| Extracted records |
************
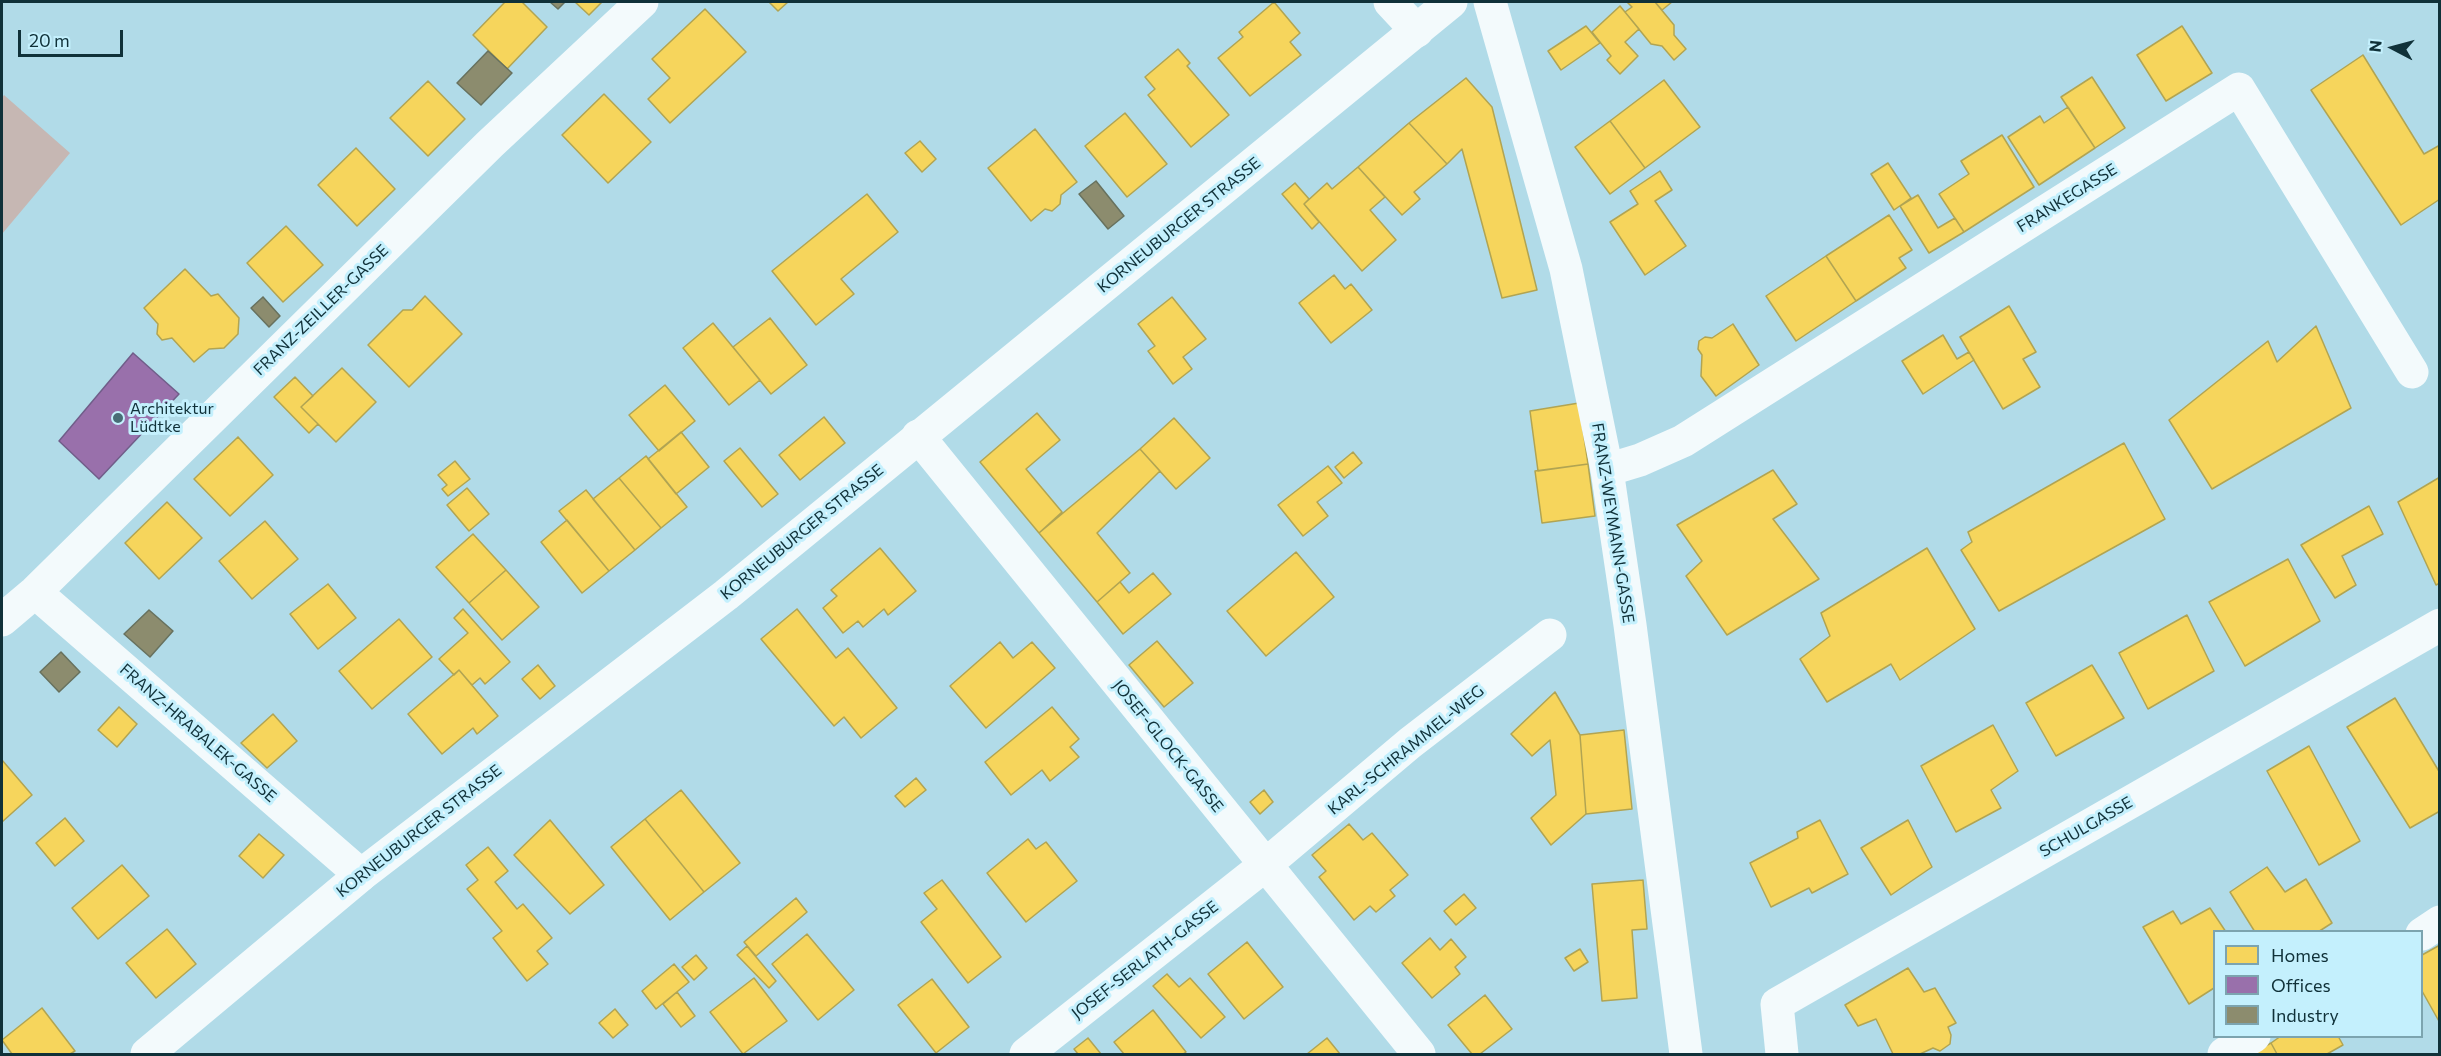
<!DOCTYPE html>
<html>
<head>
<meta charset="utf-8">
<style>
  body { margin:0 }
  #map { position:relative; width:2441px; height:1056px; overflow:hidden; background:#b1dbe8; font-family:Commissioner,sans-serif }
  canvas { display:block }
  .frame { position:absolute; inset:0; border:3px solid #103139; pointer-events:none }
  .legend { position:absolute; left:2213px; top:930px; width:210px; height:108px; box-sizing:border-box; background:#c4f0fd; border:2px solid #7ca4af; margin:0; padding:8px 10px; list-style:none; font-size:18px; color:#103139 }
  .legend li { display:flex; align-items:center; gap:12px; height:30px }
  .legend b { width:30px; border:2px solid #7ca4af }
  .north { position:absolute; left:2363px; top:18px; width:60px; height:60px; -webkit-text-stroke:4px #c4f0fd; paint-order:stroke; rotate:276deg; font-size:16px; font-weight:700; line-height:24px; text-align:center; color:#103139 }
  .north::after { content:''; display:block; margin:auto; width:21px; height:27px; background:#103139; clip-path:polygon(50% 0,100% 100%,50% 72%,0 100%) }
  .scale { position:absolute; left:18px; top:30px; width:105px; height:27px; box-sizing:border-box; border:3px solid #103139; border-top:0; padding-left:8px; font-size:18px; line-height:21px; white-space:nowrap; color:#103139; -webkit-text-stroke:4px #c4f0fd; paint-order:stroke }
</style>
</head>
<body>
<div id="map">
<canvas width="2441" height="1056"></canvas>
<div class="frame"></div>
<ul class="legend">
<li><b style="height:16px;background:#f6d55c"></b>Homes</li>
<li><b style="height:16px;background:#9970ab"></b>Offices</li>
<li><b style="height:16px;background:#8c8c6e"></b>Industry</li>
</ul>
<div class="north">N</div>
<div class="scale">20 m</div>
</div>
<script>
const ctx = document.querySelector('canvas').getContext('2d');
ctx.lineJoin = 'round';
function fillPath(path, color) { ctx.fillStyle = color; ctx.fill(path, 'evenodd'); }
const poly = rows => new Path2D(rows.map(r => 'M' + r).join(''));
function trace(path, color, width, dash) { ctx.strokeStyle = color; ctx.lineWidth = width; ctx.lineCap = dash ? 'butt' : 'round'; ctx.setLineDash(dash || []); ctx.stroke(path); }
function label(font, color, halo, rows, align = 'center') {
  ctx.font = font + ' Commissioner,sans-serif'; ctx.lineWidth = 6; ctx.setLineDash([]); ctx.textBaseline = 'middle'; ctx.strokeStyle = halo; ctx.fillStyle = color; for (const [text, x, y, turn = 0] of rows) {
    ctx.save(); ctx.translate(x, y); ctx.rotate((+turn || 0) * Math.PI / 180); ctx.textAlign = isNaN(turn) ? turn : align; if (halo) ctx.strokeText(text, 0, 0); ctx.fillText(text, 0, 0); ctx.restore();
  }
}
fillPath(poly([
  [4,95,70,153,2,234,2,98]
]), '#c6b7b3');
const homes = poly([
  [505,2,522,2,547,27,507,69,473,35,505,2],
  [575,2,602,2,589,15,575,2],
  [769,2,788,2,778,11,769,2],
  [1274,2,1300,33,1290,42,1301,55,1250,96,1218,58,1243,37,1239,32,1274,2],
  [1627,2,1655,2,1674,25,1674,35,1686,49,1674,60,1662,46,1651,44,1625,12,1632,7,1627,2],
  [1655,2,1672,2,1662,10,1655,2],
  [1620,6,1639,29,1625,42,1638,56,1620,74,1607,60,1611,56,1592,32,1620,6],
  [705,9,746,52,670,123,648,99,670,78,652,59,705,9],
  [1586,26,1600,43,1561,70,1548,51,1586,26],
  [2182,26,2212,73,2166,101,2137,55,2182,26],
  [1178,49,1190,63,1187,66,1229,115,1191,147,1148,95,1155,89,1145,77,1178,49],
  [2363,55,2424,154,2440,145,2440,199,2401,225,2311,90,2363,55],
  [2092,77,2125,128,2095,148,2061,97,2092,77],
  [1466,78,1492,107,1537,290,1502,298,1462,149,1447,164,1409,123,1466,78],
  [1664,80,1700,127,1645,168,1610,121,1664,80],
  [428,81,465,119,428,156,390,118,428,81],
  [604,94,651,142,608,183,562,135,604,94],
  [2068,107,2095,148,2039,185,2008,137,2040,116,2044,123,2068,107],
  [1125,113,1167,164,1127,197,1085,146,1125,113],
  [1610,121,1645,168,1610,194,1575,147,1610,121],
  [1409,123,1447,164,1414,192,1420,199,1402,215,1358,167,1409,123],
  [1035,129,1077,182,1061,195,1060,204,1052,211,1045,209,1031,221,988,168,1035,129],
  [2002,135,2034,187,1964,232,1939,194,1969,174,1961,161,2002,135],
  [920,141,936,159,922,172,905,153,920,141],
  [356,148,395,189,357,226,318,185,356,148],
  [1888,163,1911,198,1894,210,1871,174,1888,163],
  [1358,167,1385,197,1370,210,1396,240,1362,271,1304,204,1327,183,1332,189,1358,167],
  [1660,171,1672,190,1655,201,1686,246,1645,275,1610,222,1638,204,1630,191,1660,171],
  [1295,183,1309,199,1304,204,1319,222,1312,229,1282,194,1295,183],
  [867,194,898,232,841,279,854,294,816,325,772,271,867,194],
  [1918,195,1938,228,1955,218,1964,232,1929,253,1900,206,1918,195],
  [1889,215,1912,250,1899,258,1906,268,1856,301,1826,256,1889,215],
  [286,226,323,265,283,302,247,263,286,226],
  [1826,256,1856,301,1796,341,1766,296,1826,256],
  [185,269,211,296,218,294,239,318,238,334,224,348,209,349,194,362,172,338,162,340,157,334,158,324,144,308,185,269],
  [1334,275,1345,289,1351,284,1372,310,1331,343,1299,303,1334,275],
  [425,296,462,334,409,387,368,345,403,310,412,310,425,296],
  [1172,297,1206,339,1183,357,1192,369,1173,384,1148,351,1155,346,1138,324,1172,297],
  [2009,306,2036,352,2023,359,2040,387,2003,409,1960,337,2009,306],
  [770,318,807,365,771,394,733,347,770,318],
  [713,323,760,380,729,405,683,348,713,323],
  [1733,324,1759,365,1716,396,1701,376,1702,355,1698,349,1699,341,1705,337,1712,338,1733,324],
  [2316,326,2351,408,2212,489,2169,420,2268,341,2277,362,2316,326],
  [1943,335,1957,359,1969,352,1974,360,1923,394,1902,361,1943,335],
  [342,368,376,402,336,442,301,407,342,368],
  [295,377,313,396,301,407,318,424,309,433,274,397,295,377],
  [665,385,695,421,659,451,629,415,665,385],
  [1579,403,1588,464,1538,471,1530,411,1579,403],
  [1037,413,1060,440,1026,469,1062,512,1039,533,980,462,1037,413],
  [824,417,845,443,800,480,779,455,824,417],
  [1174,418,1210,458,1176,489,1140,449,1174,418],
  [681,432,709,467,676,494,648,459,681,432],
  [238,437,273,475,230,516,194,479,238,437],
  [2124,443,2165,519,1999,611,1961,550,1972,542,1968,532,2124,443],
  [740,448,778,494,762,507,724,461,740,448],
  [1140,449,1160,471,1097,533,1130,573,1097,602,1039,533,1140,449],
  [1353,452,1362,463,1344,478,1335,467,1353,452],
  [646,456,687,507,661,528,619,478,646,456],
  [455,461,470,479,448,496,442,489,447,485,438,475,455,461],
  [1588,464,1595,516,1542,523,1535,471,1588,464],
  [1328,466,1342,483,1317,502,1328,516,1303,536,1278,505,1328,466],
  [1773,470,1797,504,1773,519,1819,579,1727,635,1686,576,1702,561,1677,525,1773,470],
  [2440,477,2440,583,2436,585,2398,502,2440,477],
  [619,478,661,528,635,550,593,499,619,478],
  [467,488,489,514,469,531,447,505,467,488],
  [586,490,635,550,609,571,559,511,586,490],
  [167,502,202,538,159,579,125,543,167,502],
  [2369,506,2383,534,2342,556,2356,585,2335,598,2301,545,2369,506],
  [567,520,609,571,582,593,541,542,567,520],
  [265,521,298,559,252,599,219,561,265,521],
  [473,534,506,570,469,603,436,567,473,534],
  [880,548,916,591,888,615,884,609,863,627,858,621,843,633,823,608,837,596,831,590,880,548],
  [1927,548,1975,629,1900,680,1891,664,1827,702,1800,659,1830,636,1821,613,1927,548],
  [1296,552,1334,597,1266,656,1227,611,1296,552],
  [2288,559,2320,621,2245,666,2209,602,2288,559],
  [506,570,539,607,502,640,469,603,506,570],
  [1153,573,1171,594,1123,634,1097,602,1120,582,1129,593,1153,573],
  [328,584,356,618,318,649,290,614,328,584],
  [463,609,510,662,485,684,480,678,472,685,459,670,454,675,439,659,468,633,454,618,463,609],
  [797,609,836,658,848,648,897,708,861,738,844,717,834,726,761,639,797,609],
  [2187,615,2214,671,2148,709,2119,653,2187,615],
  [399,619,432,657,372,709,339,671,399,619],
  [1157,641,1193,683,1164,707,1129,665,1157,641],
  [1000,642,1013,658,1032,642,1055,668,986,728,950,686,1000,642],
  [538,665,555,686,540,699,522,679,538,665],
  [2092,665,2124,718,2056,756,2026,703,2092,665],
  [459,670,498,716,477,734,473,728,442,754,408,714,459,670],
  [1555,692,1580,735,1586,814,1551,845,1531,818,1556,795,1550,740,1532,756,1511,734,1555,692],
  [2395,698,2440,773,2440,811,2410,828,2347,727,2395,698],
  [119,707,137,724,117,747,98,730,119,707],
  [1052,707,1079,739,1070,747,1079,757,1050,781,1042,770,1011,795,985,762,1052,707],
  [273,714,297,741,267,768,241,743,273,714],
  [1993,725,2018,771,1991,790,2001,808,1956,832,1921,766,1993,725],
  [1624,730,1632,809,1586,814,1580,735,1624,730],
  [2309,746,2360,841,2319,865,2267,771,2309,746],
  [2,760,32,795,2,822,2,760],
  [916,778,926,790,905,807,895,796,916,778],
  [681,790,740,863,704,892,645,819,681,790],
  [1264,790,1273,802,1260,814,1250,802,1264,790],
  [65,818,84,841,55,866,36,843,65,818],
  [645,819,704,892,670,920,611,847,645,819],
  [550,820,604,885,570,914,514,855,550,820],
  [1820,820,1848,874,1812,893,1809,888,1771,907,1750,863,1798,838,1797,832,1820,820],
  [1908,820,1932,867,1891,895,1861,848,1908,820],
  [1349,824,1363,840,1372,833,1408,875,1390,890,1395,896,1376,912,1370,906,1354,920,1319,877,1326,871,1312,855,1349,824],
  [259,834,284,855,263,878,239,856,259,834],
  [1028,839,1036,849,1046,842,1077,881,1026,922,987,873,1028,839],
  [488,847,508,871,495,882,517,909,523,904,552,938,537,951,548,964,527,981,493,938,502,931,467,889,478,880,466,865,488,847],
  [122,865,149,896,98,939,72,908,122,865],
  [2267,867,2285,892,2306,879,2332,923,2318,932,2255,932,2230,892,2267,867],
  [942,880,1001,957,968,983,921,922,937,909,924,893,942,880],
  [1643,880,1647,929,1632,930,1637,998,1602,1001,1592,884,1643,880],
  [1464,894,1476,908,1456,925,1444,911,1464,894],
  [796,898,807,912,756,956,744,942,796,898],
  [2210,908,2226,932,2214,932,2214,988,2189,1004,2143,927,2173,911,2181,924,2210,908],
  [167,929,196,964,156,998,126,963,167,929],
  [807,934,854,990,818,1020,772,964,807,934],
  [1430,938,1440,950,1451,939,1466,957,1455,967,1460,974,1432,998,1402,963,1430,938],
  [1247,942,1283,987,1244,1019,1208,974,1247,942],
  [2440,945,2440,1023,2422,991,2422,955,2440,945],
  [747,946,776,981,769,988,737,955,747,946],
  [1580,949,1588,962,1574,971,1565,958,1580,949],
  [696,955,707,968,694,980,682,967,696,955],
  [674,964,689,982,656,1009,642,991,674,964],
  [1908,968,1924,992,1935,988,1956,1023,1948,1027,1951,1035,1950,1044,1940,1051,1933,1048,1920,1054,1893,1054,1876,1019,1858,1026,1845,1005,1908,968],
  [1167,974,1179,987,1190,978,1225,1017,1201,1038,1153,986,1167,974],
  [754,978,787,1021,743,1054,710,1012,754,978],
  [932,979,969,1027,936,1053,898,1005,932,979],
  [677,992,695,1016,681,1027,663,1004,677,992],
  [1485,995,1512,1029,1480,1054,1472,1054,1448,1025,1485,995],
  [42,1008,75,1051,70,1054,12,1054,2,1040,42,1008],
  [615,1009,628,1025,613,1038,599,1023,615,1009],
  [1153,1010,1186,1052,1183,1054,1124,1054,1114,1042,1153,1010],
  [2281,1036,2338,1036,2343,1045,2327,1054,2277,1054,2271,1043,2281,1036],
  [1088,1038,1101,1054,1078,1054,1074,1049,1088,1038],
  [1327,1038,1340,1054,1307,1054,1327,1038],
  [2271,1043,2277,1054,2251,1054,2271,1043]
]);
fillPath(homes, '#f6d55c');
trace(homes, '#b1a452', 1.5);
const offices = poly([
  [133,353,179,394,99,479,59,441,133,353]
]);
fillPath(offices, '#9970ab');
trace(offices, '#705d89', 1.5);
const industry = poly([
  [550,2,565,2,558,9,550,2],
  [488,51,512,73,481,105,457,83,488,51],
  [1096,181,1124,216,1108,229,1079,194,1096,181],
  [263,297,280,316,269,327,251,308,263,297],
  [149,610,173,631,150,657,124,634,149,610],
  [61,652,80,672,59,692,40,672,61,652]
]);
fillPath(industry, '#8c8c6e');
trace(industry, '#67715e', 1.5);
trace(poly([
  [1390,2,1417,31],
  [918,436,1419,1054],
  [1607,470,1640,460,1683,441,2239,89,2412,372],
  [35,592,361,875],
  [2,620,35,592,490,144,642,2],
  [2422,934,2440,922],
  [1026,1054,1264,866,1410,743,1550,635],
  [1782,1054,1777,1004,2440,625],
  [2224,1054,2254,1036]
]), '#f3fafc', 33);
trace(poly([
  [1490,2,1566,269,1607,470,1630,625,1686,1054],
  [147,1054,361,875,726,595,1451,2]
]), '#f3fafc', 33);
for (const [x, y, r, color] of [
  [118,418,6,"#486c76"]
]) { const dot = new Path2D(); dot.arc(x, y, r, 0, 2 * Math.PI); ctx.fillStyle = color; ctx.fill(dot); trace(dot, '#c4f0fd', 2); }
label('16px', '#103139', '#c4f0fd', [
  ["FRANKEGASSE",2067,198,-32],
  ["KORNEUBURGER STRASSE",1179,225,-39],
  ["FRANZ-ZEILLER-GASSE",321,310,-44],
  ["FRANZ-WEYMANN-GASSE",1613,523,81],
  ["KORNEUBURGER STRASSE",802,532,-39],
  ["FRANZ-HRABALEK-GASSE",198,733,41],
  ["JOSEF-GLOCK-GASSE",1168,746,51],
  ["KARL-SCHRAMMEL-WEG",1406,750,-39],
  ["SCHULGASSE",2086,827,-30],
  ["KORNEUBURGER STRASSE",419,831,-38],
  ["JOSEF-SERLATH-GASSE",1145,960,-38]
]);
label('16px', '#103139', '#c4f0fd', [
  ["Architektur",130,409],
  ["Lüdtke",130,427]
], 'left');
</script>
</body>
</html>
************
| Exercise brief |
Lines of the listing above that hold the string "halo" should each be copied.

| Response to this exercise |
function label(font, color, halo, rows, align = 'center') {
  ctx.font = font + ' Commissioner,sans-serif'; ctx.lineWidth = 6; ctx.setLineDash([]); ctx.textBaseline = 'middle'; ctx.strokeStyle = halo; ctx.fillStyle = color; for (const [text, x, y, turn = 0] of rows) {
    ctx.save(); ctx.translate(x, y); ctx.rotate((+turn || 0) * Math.PI / 180); ctx.textAlign = isNaN(turn) ? turn : align; if (halo) ctx.strokeText(text, 0, 0); ctx.fillText(text, 0, 0); ctx.restore();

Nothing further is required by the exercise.